• _SUPPLIED RECORDS_
·····
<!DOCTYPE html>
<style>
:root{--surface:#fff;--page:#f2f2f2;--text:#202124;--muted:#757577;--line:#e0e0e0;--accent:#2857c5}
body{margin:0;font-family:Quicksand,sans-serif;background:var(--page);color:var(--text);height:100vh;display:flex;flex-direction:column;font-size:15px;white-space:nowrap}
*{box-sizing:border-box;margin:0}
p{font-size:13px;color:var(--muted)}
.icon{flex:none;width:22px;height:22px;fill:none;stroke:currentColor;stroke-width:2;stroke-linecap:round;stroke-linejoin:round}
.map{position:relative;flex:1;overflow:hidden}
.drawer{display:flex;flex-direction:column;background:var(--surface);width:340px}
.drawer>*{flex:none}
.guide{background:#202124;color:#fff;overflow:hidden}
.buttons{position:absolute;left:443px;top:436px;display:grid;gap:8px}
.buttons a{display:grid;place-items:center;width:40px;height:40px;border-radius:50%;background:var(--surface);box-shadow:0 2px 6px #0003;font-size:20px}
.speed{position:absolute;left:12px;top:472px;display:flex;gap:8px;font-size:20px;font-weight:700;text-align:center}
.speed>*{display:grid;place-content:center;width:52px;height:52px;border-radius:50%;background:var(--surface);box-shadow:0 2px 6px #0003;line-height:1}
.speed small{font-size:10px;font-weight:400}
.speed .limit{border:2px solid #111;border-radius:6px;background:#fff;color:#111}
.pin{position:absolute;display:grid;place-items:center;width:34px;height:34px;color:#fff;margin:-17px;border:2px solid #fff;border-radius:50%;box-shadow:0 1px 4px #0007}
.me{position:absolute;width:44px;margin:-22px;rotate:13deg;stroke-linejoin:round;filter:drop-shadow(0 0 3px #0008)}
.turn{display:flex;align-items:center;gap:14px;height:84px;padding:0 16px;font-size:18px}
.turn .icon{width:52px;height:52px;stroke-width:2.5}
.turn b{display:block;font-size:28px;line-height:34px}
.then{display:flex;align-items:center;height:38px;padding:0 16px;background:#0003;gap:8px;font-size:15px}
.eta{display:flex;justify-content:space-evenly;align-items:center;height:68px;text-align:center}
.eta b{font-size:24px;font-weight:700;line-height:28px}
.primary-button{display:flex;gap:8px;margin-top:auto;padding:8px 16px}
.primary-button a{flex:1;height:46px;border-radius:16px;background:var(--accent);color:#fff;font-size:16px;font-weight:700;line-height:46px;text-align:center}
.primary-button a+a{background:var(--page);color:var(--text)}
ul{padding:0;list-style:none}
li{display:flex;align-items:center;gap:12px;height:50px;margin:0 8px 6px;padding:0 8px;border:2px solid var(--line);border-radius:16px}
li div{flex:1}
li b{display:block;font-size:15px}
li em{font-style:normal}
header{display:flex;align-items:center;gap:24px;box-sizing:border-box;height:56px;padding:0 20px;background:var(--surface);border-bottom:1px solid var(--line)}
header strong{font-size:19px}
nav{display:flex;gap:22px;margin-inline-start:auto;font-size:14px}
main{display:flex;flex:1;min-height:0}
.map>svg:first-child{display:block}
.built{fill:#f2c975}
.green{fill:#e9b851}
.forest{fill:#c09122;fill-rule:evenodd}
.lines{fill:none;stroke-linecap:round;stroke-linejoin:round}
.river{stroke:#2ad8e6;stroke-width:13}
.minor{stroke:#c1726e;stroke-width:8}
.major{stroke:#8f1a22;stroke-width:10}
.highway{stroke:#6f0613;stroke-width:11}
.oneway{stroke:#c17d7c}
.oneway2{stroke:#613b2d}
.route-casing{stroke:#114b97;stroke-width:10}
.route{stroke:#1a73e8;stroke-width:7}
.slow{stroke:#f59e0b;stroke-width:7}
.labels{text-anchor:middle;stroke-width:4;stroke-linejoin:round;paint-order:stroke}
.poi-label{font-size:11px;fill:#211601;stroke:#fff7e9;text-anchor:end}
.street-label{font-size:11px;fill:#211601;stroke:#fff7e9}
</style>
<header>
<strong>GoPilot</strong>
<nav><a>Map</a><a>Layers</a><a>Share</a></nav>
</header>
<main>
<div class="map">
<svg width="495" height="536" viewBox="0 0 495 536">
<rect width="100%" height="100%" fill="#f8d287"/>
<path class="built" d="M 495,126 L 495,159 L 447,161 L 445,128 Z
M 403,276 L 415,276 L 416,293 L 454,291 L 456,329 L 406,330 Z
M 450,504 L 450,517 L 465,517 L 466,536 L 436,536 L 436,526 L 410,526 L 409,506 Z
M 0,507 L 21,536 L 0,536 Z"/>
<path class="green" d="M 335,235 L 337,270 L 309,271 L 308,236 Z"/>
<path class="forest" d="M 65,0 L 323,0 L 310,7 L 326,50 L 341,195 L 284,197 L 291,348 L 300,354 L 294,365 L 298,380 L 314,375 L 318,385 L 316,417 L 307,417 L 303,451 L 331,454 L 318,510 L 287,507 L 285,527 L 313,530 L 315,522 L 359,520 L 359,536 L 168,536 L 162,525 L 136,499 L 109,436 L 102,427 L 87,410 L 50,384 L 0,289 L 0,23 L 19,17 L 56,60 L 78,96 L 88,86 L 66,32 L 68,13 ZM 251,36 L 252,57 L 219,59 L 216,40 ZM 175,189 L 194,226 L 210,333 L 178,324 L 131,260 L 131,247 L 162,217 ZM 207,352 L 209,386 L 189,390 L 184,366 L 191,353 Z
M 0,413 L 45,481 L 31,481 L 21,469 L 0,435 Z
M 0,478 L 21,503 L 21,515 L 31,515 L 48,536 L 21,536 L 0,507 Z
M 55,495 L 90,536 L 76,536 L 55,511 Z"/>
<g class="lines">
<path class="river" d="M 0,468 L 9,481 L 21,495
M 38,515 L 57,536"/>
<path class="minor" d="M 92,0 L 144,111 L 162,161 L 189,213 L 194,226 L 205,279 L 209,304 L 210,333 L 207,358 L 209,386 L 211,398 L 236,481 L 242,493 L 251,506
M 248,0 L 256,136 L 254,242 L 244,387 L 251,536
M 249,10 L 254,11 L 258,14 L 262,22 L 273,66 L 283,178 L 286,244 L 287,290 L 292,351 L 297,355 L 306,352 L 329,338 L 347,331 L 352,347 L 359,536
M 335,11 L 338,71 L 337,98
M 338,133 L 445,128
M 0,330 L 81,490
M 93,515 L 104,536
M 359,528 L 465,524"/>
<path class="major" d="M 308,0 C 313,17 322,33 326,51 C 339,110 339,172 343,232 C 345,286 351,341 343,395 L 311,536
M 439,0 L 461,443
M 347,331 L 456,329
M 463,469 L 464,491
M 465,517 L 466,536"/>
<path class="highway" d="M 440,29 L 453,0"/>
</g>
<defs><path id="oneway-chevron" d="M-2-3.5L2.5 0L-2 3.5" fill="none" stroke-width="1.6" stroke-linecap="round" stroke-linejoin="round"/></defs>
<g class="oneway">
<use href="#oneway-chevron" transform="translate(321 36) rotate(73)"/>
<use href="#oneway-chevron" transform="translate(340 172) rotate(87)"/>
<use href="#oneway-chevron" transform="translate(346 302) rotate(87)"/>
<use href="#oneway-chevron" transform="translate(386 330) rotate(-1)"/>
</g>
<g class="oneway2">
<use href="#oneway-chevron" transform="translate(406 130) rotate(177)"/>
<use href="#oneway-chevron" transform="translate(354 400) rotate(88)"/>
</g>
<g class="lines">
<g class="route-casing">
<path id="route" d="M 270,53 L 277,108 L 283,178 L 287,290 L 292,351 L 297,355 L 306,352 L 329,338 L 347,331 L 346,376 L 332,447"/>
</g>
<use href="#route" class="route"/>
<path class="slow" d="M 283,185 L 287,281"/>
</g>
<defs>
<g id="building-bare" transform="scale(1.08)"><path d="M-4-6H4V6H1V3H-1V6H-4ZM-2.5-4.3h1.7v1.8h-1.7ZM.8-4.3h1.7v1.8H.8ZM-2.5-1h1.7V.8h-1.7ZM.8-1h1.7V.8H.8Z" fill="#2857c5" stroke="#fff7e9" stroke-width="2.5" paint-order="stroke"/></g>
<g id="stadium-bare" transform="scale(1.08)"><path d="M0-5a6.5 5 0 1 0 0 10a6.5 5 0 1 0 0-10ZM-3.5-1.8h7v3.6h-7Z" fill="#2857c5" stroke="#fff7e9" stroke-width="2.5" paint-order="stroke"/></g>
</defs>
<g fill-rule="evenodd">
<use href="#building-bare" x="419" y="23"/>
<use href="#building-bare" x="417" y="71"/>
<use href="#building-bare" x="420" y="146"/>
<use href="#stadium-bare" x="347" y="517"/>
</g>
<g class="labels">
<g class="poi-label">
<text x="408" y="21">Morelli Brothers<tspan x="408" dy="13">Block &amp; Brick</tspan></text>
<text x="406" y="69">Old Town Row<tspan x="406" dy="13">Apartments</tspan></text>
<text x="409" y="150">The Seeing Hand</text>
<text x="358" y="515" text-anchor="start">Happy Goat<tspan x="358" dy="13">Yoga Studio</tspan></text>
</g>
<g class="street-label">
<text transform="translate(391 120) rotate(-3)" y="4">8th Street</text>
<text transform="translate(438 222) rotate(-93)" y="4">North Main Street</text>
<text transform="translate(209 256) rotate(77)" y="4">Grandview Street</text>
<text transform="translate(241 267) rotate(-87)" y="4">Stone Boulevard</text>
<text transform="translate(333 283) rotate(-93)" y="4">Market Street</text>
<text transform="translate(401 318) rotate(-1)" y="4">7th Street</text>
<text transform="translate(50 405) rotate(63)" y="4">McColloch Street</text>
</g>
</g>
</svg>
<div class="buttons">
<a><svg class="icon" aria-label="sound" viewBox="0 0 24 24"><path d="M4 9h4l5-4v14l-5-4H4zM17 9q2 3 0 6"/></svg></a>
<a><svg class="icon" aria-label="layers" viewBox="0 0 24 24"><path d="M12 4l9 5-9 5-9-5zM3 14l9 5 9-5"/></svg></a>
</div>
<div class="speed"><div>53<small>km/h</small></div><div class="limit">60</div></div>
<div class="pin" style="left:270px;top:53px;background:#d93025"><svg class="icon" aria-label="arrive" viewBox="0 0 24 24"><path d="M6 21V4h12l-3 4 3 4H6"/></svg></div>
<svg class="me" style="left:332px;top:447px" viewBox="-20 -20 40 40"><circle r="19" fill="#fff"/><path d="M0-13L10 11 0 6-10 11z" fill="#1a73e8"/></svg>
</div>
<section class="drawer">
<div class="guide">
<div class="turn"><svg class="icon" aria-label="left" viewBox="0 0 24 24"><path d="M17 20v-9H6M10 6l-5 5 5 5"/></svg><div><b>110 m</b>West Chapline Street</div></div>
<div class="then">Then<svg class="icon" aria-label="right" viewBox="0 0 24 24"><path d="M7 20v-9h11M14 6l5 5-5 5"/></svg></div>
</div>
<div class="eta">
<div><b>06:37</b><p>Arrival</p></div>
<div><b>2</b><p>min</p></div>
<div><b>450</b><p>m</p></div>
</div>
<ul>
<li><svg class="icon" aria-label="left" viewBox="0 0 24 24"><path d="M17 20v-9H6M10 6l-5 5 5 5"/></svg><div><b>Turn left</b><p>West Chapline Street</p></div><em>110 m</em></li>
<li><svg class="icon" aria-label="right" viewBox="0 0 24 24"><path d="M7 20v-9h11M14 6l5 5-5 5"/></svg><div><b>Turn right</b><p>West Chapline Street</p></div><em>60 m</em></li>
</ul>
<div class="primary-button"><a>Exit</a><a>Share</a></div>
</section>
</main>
·····
• _WHAT IS EXPECTED_
Which lines of the material contain the string "position"? List each of them.

• _ANSWER BOX_
.map{position:relative;flex:1;overflow:hidden}
.buttons{position:absolute;left:443px;top:436px;display:grid;gap:8px}
.speed{position:absolute;left:12px;top:472px;display:flex;gap:8px;font-size:20px;font-weight:700;text-align:center}
.pin{position:absolute;display:grid;place-items:center;width:34px;height:34px;color:#fff;margin:-17px;border:2px solid #fff;border-radius:50%;box-shadow:0 1px 4px #0007}
.me{position:absolute;width:44px;margin:-22px;rotate:13deg;stroke-linejoin:round;filter:drop-shadow(0 0 3px #0008)}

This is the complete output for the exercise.